Conclusion and Next Steps
Decision: Proceed with Guardrails
Rationale: The evidence base for dapsone in pneumocystosis is exceptionally strong — at least four completed Phase 3 RCTs directly evaluate dapsone for PCP treatment or prophylaxis, and two recent systematic reviews with network meta-analysis (2024, 2025) confirm its role in clinical guidelines. The TxGNN prediction score of 99.73% is consistent with this robust clinical record. However, dapsone is not currently registered in India, and the formal package-insert safety data (warnings and contraindications specific to CDSCO approval) remain unavailable.

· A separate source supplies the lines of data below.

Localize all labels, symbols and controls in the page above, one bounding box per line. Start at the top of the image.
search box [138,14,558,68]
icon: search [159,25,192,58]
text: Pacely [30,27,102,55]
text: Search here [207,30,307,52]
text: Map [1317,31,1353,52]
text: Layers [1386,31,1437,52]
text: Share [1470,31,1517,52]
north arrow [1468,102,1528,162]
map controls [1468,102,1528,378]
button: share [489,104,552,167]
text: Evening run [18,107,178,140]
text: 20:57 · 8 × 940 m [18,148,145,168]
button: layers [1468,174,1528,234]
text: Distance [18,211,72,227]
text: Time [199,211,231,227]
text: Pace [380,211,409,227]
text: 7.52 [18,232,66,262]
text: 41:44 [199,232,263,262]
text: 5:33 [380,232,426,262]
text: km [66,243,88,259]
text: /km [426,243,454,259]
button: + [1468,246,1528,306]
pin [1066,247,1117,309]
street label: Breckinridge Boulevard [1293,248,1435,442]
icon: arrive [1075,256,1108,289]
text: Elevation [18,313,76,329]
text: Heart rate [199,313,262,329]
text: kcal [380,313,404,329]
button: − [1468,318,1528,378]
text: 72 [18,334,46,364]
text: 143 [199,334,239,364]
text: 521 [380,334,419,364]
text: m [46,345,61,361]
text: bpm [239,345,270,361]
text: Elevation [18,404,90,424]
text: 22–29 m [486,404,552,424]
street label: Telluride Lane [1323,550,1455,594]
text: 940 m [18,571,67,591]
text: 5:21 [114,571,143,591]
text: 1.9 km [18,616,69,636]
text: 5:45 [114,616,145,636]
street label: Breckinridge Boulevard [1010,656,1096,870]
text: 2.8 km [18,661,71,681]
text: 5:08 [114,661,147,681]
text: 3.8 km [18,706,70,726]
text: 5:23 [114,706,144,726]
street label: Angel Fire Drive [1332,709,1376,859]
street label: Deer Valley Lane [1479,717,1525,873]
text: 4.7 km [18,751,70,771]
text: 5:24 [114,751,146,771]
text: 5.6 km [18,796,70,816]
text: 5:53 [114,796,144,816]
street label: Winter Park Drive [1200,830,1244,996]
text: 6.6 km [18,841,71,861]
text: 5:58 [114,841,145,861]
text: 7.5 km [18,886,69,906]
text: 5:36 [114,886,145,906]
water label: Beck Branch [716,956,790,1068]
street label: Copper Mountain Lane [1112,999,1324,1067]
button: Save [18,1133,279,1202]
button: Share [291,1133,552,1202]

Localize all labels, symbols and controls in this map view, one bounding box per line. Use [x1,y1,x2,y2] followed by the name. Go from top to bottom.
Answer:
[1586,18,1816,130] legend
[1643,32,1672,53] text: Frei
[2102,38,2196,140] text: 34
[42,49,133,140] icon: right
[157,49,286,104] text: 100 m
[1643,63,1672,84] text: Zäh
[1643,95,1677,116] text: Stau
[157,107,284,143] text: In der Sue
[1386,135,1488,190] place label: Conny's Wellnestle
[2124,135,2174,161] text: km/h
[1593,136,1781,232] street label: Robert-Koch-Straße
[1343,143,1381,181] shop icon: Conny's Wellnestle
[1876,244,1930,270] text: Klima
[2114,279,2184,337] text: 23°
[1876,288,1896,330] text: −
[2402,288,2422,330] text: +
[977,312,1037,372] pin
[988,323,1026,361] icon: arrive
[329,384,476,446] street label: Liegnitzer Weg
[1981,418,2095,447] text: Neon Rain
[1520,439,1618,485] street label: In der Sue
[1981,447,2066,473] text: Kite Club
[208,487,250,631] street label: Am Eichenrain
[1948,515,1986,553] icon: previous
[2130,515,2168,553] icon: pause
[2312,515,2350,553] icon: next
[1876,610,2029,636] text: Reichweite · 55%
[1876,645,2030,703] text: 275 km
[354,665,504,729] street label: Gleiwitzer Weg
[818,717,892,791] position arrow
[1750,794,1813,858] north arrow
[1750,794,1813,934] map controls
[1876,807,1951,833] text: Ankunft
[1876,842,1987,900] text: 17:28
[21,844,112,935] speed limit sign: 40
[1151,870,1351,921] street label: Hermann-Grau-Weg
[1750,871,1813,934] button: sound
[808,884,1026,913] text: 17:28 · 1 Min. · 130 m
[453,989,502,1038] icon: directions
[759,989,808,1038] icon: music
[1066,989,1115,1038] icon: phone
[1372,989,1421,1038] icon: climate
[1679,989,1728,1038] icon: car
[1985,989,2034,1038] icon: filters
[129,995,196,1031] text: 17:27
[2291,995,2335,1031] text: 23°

To proceed, the following is needed:
- Regulatory pathway: File a New Drug Application (NDA) or import licence request with CDSCO, or identify a local manufacturing partner for technology transfer
- Safety documentation: Obtain and review the full SmPC / package insert (including CDSCO-specific warnings and contraindications) before initiating any clinical use
- MOA data: Formally retrieve dapsone’s DrugBank mechanism-of-action record (DB00250) to complete the mechanistic justification file
- G6PD screening plan: Establish a pre-treatment G6PD deficiency screening protocol to mitigate methemoglobinemia risk in the Indian population, where G6PD deficiency prevalence is significant
- Pharmacovigilance plan: Define methemoglobin monitoring schedule (baseline, weeks 1–2, and periodically thereafter) as a mandatory risk-minimisation measure
- HLA-B*1301 screening consideration: In light of NCT02550080, evaluate whether prospective genetic screening for dapsone hypersensitivity syndrome is warranted in Indian patients prior to initiation
Disclaimer
This content is for research purposes only and does not constitute medical advice. Clinical validation is required before any clinical application.